Que há gravidade, lá isso há. Mas por parte de quem? Eis um caso em que muito dificilmente se poderá colocar a tese da ambivalência, pois onde reside uma das hipóteses não há espaço de coexistência com a outra. Daí que ... ou insulto, ou delação! O que, em qualquer uma das hipóteses, será sempre grave!
E que, daqui, possa resultar alguma pedagogia do comportamento institucional, em ambos os sentidos fluentes na verticalidade da pirâmide hierárquica do poder administrativo: fiscalizem-se os excessos de uns, mas através dos mecanismos de controle institucional de todos.
Pois, o que acontece quando as críticas recaem sobre aqueles que têm o dever de zelar pela disciplina institucional?

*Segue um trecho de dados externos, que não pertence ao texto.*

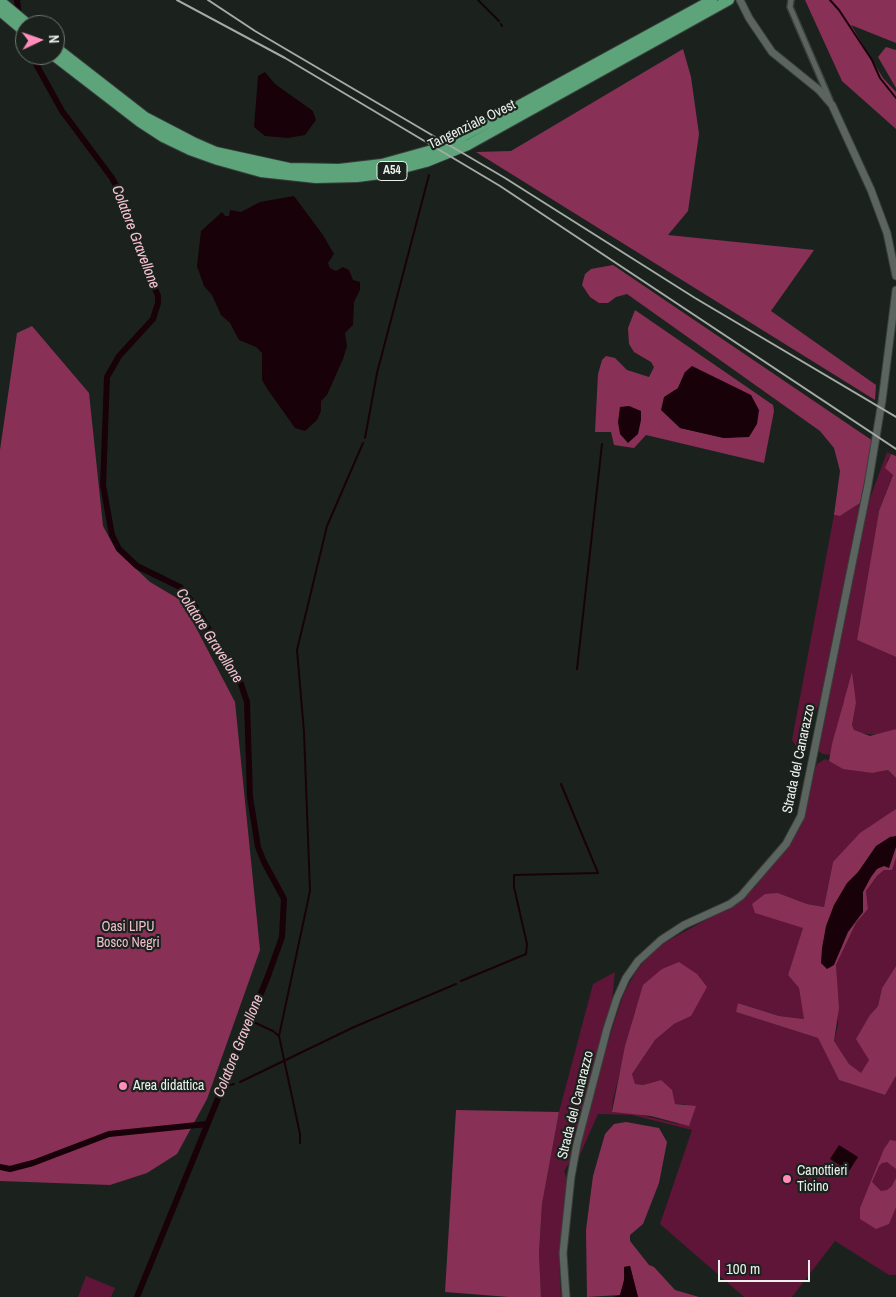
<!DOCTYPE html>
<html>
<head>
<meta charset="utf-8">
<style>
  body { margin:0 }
  #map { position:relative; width:896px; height:1297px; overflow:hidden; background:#1b221d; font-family:"Archivo Narrow",sans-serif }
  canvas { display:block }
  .north { position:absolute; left:15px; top:15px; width:50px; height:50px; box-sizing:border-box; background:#1b221d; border:1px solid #6e7470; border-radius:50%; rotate:87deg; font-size:14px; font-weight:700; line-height:20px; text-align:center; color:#ebf0ec }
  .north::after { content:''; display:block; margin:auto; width:18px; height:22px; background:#ff8eba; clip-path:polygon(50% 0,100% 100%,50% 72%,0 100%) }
  .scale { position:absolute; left:718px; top:1260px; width:92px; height:22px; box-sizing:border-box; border:2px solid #ebf0ec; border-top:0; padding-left:6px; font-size:15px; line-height:18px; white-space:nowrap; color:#ebf0ec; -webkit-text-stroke:4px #1b221d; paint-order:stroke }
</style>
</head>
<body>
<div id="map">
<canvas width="896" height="1297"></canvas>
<div class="north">N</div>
<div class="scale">100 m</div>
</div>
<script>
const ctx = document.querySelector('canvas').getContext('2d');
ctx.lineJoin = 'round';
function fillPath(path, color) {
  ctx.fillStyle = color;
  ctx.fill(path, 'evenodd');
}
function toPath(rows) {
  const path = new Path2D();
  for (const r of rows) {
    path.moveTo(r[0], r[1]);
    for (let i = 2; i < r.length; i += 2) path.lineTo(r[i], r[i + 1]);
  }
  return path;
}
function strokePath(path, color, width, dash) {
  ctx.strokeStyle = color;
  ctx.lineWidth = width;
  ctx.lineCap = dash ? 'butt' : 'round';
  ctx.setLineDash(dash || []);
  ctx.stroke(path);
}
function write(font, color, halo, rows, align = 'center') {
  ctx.font = font + ' "Archivo Narrow",sans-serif';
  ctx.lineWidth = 4.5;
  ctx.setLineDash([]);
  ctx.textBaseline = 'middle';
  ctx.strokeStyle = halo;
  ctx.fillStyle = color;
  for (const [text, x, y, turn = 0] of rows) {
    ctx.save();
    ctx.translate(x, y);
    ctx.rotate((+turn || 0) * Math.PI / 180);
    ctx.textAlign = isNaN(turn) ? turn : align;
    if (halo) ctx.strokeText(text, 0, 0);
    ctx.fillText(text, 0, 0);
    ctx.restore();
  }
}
const green = toPath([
  [887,452,891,454,887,460,893,474,879,511,857,640,896,657,896,729,878,735,859,733,854,730,852,725,856,703,844,700,830,755,823,754,818,751,865,512],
  [860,503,823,695,800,743,796,746,792,740,834,515,840,516],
  [825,759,854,770,872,773,888,770,896,778,896,809,833,862,824,907,807,904,778,893,804,928,788,975,799,988,805,1019,779,1016,739,1003,736,1012,818,1038,839,1080,885,1095,896,1076,896,1275,889,1275,835,1241,792,1297,744,1297,660,1224,692,1130,632,1115,598,1114,575,1166,595,1083,614,1023,624,993,635,973,647,957,662,944,742,900,754,888,798,831,806,812,815,769,817,764],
  [635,1011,691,1016,674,1024,655,1040,632,1074,635,1084,643,1085,661,1080,674,1104,685,1104,678,1124,637,1114,612,1112,613,1100],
  [896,858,896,966,882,988,878,1006,870,1015,869,1060,861,1074,849,1064,834,1041,838,1025,836,965,856,923,868,909,866,891,877,876,884,870,892,869],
  [615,972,612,1001,571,1160,564,1171,567,1179,559,1259,561,1297,541,1297,539,1253,542,1204,559,1112,593,984],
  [86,1276,115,1288,111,1297,78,1297]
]);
const forest = toPath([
  [805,0,896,0,896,43,851,25,883,78,896,92,896,129,842,81],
  [886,47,896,50,896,88,878,57],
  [683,49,691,77,699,134,688,211,668,235,814,250,771,311,876,385,875,400,476,152,511,151],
  [613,265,873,441,860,503,840,516,834,515,840,471,834,448,820,431,627,294,616,297,608,303,599,303,590,297,582,285,585,274,591,269],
  [635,310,773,405,774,411,764,463,646,435,634,448,614,445,611,432,595,432,598,374,602,360,606,356,615,358,627,370,649,377,654,367,651,362,634,352,629,344,628,328],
  [685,372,749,436,724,438,680,428,678,388],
  [32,326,89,393,103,526,116,550,150,582,182,601,235,702,260,950,207,1099,177,1154,147,1173,110,1185,0,1181,0,450,17,333],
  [891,454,896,456,896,657,857,640,879,511,893,475,885,468],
  [852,672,856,703,852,725,854,730,870,736,896,729,896,778,888,770,872,773,843,769,829,761,832,744],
  [896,809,896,858,892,870,884,870,877,876,866,891,868,909,856,923,836,965,839,1008,834,1041,849,1064,861,1073,869,1060,856,1039,870,1015,878,1006,882,988,896,966,896,1076,885,1095,839,1080,818,1038,736,1012,738,1003,779,1016,804,1019,799,988,788,975,803,928,755,913,752,904,765,894,778,893,807,904,824,907,833,862,860,833],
  [679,962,697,974,707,987,691,1016,674,1024,655,1040,632,1074,635,1084,643,1085,661,1080,672,1090,675,1104,696,1106,689,1126,651,1116,612,1112,625,1046,643,985,662,969],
  [456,1110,559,1112,542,1204,539,1253,541,1297,509,1297,445,1292],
  [626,1122,659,1128,667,1142,659,1183,643,1224,630,1235,630,1241,649,1265,654,1267,675,1290,699,1297,638,1297,630,1266,624,1267,625,1280,620,1295,587,1297,586,1230,593,1176,605,1134,614,1124],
  [890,1140,896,1141,896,1207,889,1224,876,1229,860,1219,860,1208,884,1149],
  [887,1162,896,1169,896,1178,892,1186,887,1190,881,1191,872,1182,879,1166,882,1163]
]);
const water = toPath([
  [265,72,275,84,313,111,316,120,305,135,288,138,265,136,254,127,258,76],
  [294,196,323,235,334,254,328,263,330,268,336,271,343,267,349,270,353,280,360,282,360,290,354,302,353,325,345,333,347,346,343,359,327,395,321,401,321,411,317,420,305,431,295,428,268,390,262,380,262,353,256,347,239,340,230,323,221,315,212,295,204,286,197,266,201,231,222,212,225,216,229,216,230,210,241,212,260,202],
  [692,366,751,395,759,410,757,424,749,437,724,438,680,428,661,410,664,397,678,388,685,372],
  [629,406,641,411,641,420,638,434,628,443,620,434,618,422,620,407],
  [896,836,896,847,889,868,884,866,877,869,871,877,863,892,863,912,848,932,834,965,827,969,821,963,822,948,826,926,834,905,847,883,858,872,876,846,890,837],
  [839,1145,858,1157,849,1171,830,1159],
  [630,1266,638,1297,613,1297,620,1295,624,1280,624,1267]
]);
const stream = toPath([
  [478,0,499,21],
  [830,0,839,10,872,60,880,78,896,98],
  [501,24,502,26],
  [365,438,377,373,429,175],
  [577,669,602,444],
  [461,981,526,954,527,944,514,887,514,875,598,873,561,784],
  [249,1020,273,1031,279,1036,300,1134,300,1143],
  [279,1036,310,891,304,732,297,650,327,526,363,443],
  [240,1082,354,1027,456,984],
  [222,1087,234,1084]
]);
const canal = toPath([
  [17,0,19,16],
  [21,28,25,41],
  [31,55,62,111,112,178,121,195,132,230,158,296,158,303,153,319,119,356,107,377,103,485,112,535,119,549,137,566,180,587,193,603,241,684,247,702,250,797,258,847,264,862,284,899,282,937,268,976,137,1297],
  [0,1167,10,1169,33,1163,109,1134,207,1124]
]);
const minor = toPath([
  [791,0,790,7,830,100]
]);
const tertiary = toPath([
  [740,0,749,18,772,52,819,90,832,105,871,190,887,233,896,276],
  [566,1297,563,1253,571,1177,577,1144,607,1029,617,998,626,978,638,961,661,940,684,925,730,904,741,896,786,844,801,816,868,485,882,401,896,290]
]);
const motorway = toPath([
  [0,1,29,25],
  [0,11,25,32],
  [55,47,145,117,193,142,216,152,289,168,339,169,382,164,443,147,712,0],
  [53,55,140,122,163,137,190,150,218,160,261,172,316,178,357,177,380,174,426,162,468,145,729,0]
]);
const rail = toPath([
  [177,0,285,58,500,186,896,449],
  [208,0,255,31,505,178,695,298,896,417]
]);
const markers = [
  [123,1086,5,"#ff8eba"],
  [787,1179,5,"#ff8eba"]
];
const shields = [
  [392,171,30]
];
const shieldNames = [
  ["A54",392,171]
];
const streetNames = [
  ["Tangenziale Ovest",472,125,-26],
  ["Strada del Canarazzo",799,759,-78],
  ["Strada del Canarazzo",576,1105,-76]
];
const parkNames = [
  ["Oasi LIPU",128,927],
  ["Bosco Negri",128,943]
];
const poiNames = [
  ["Area didattica",133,1086],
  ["Canottieri",797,1171],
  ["Ticino",797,1187]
];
const waterNames = [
  ["Colatore Gravellone",135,237,69],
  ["Colatore Gravellone",209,636,57],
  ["Colatore Gravellone",239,1046,-68]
];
fillPath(green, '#5e1537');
fillPath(forest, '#893057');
fillPath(water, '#19010a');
strokePath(stream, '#19010a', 2);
strokePath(canal, '#19010a', 6);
strokePath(minor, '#383e3a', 8);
strokePath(tertiary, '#383e3a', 9);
strokePath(motorway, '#383e3a', 12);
strokePath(minor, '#5b645e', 5);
strokePath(tertiary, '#5b645e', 7);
strokePath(motorway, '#5da47a', 10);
strokePath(rail, '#a4aaa6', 2);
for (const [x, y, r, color] of markers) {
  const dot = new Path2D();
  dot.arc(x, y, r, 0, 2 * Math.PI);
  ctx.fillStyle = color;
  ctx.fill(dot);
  strokePath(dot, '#1b221d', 2);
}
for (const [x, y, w] of shields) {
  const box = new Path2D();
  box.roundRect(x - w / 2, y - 9.5, w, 19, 4);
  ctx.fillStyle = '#1b221d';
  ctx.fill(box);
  strokePath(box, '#ebf0ec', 1);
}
write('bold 12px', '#ebf0ec', null, shieldNames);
write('14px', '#ebf0ec', '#1b221d', streetNames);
write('14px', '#f2bfd0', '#1b221d', parkNames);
write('14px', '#ebf0ec', '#1b221d', poiNames, 'left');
write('italic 15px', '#f6c2d4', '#1b221d', waterNames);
</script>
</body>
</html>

Até onde nos está garantido o direito de isenção dos titulares de cargos com essas competências, quando eles próprios são o objecto de crítica?
Ou, do outro lado da 'medalha', até onde se estende o horizonte de liberdade de expressão crítica (e atenção à subtiliza da figura da crítica pessoal, a fortriori relativa a pessoas que exercem funções de alto relêvo institucional), de modo a podermos tolerar, com suficiente segurança, que se trata apenas do exercício de um direito, e não de um abuso de expressão (com eventuais dolos traduzidos nas ofensas pessoais)?
Eis mais um dilema social e politicamente interessante, não por mero exercício de reflexão, mas por uma imperiosa necessidade de definição clara dos horizontes de exercício de cidadania. Com especial relêvo, e destaco-o do artigo que daqui transcrevo, para o penúltimo parágrafo. Mais, ... não posso e ... não quero dizer! Estousujeito ao esmo regime de direito e ... deveres públicos! A República paga-me para isso!
"Provedor de Justiça pede esclarecimentos
O processo disciplinar instaurado a um funcionário da Direcção Regional de Educação do Norte por este ter feito um comentário sobre a licenciatura do primeiro-ministro levou o Provedor de Justiça a solicitar esclarecimentos.
"Na sequência de um processo disciplinar que, de acordo com notícias veiculadas pela comunicação social, foi instaurado a um funcionário da Direcção Regional de Educação do Norte (DREN), o Provedor de Justiça solicitou à Directora Regional de Educação do Norte que lhe sejam remetidos os comentários que esta queira fazer para boa elucidação do caso", informa um comunicado da Provedoria da Justiça.
A mesma nota adianta que foi também solicitada "a cópia da proposta e despacho que terão determinado a suspensão preventiva do mesmo funcionário".
O professor de Inglês Fernando Charrua, que trabalhava há quase 20 anos na DREN, foi suspenso de funções depois de ter feito um comentário ao caso da licenciatura de José Sócrates na Universidade Independente, durante uma conversa com um colega, dentro do seu gabinete.
Em declarações ao jornal Público no sábado, a directora regional classificou o comentário de "insulto" e justificou a suspensão e a abertura do processo disciplinar alegando tratar-se de uma situação "extremamente grave e inaceitável".
"Uma coisa é um comentário ou uma anedota, outra coisa é um insulto. Não tomei a decisão de ânimo leve", afirmou Margarida Moreira, adiantando que "o inquérito será justo" e que o professor será ressarcido, caso se prove a sua inocência neste caso.
O docente em causa, que já foi deputado pelo PSD, interpôs uma providência cautelar para contestar a suspensão, mas o ME pôs fim à sua requisição de funções na Direcção Regional antes de ser conhecida a decisão judicial, pelo que o docente acabou por regressar à escola secundária do Porto, a que estava afecto.
Numa carta dirigida aos colegas, o professor Fernando Charrua critica duramente a decisão da DREN, considerando estar em causa o valor da democracia.
"Se a moda pega, instigada que está a delação, poderemos ter, a breve trecho, uns milhares de docentes presos políticos e outros tantos de boca calada e de consciência aprisionada, a tentar ensinar aos nossos alunos os valores da democracia, da tolerância, do pluralismo, dos direitos, liberdade e garantias e de outras coisas que, de tão remotas, já nem sabemos o real significado, perante a prática que nos rodeia", escreve.
Embora o CDS-PP e o PSD tenham exigido esclarecimentos ao Governo sobre este caso, através de dois requerimentos entregues no Parlamento, o secretário de Estado Adjunto da Educação, Jorge Pedreira, adiantou ontem que a tutela "não tem de esclarecer rigorosamente nada" sobre este o caso."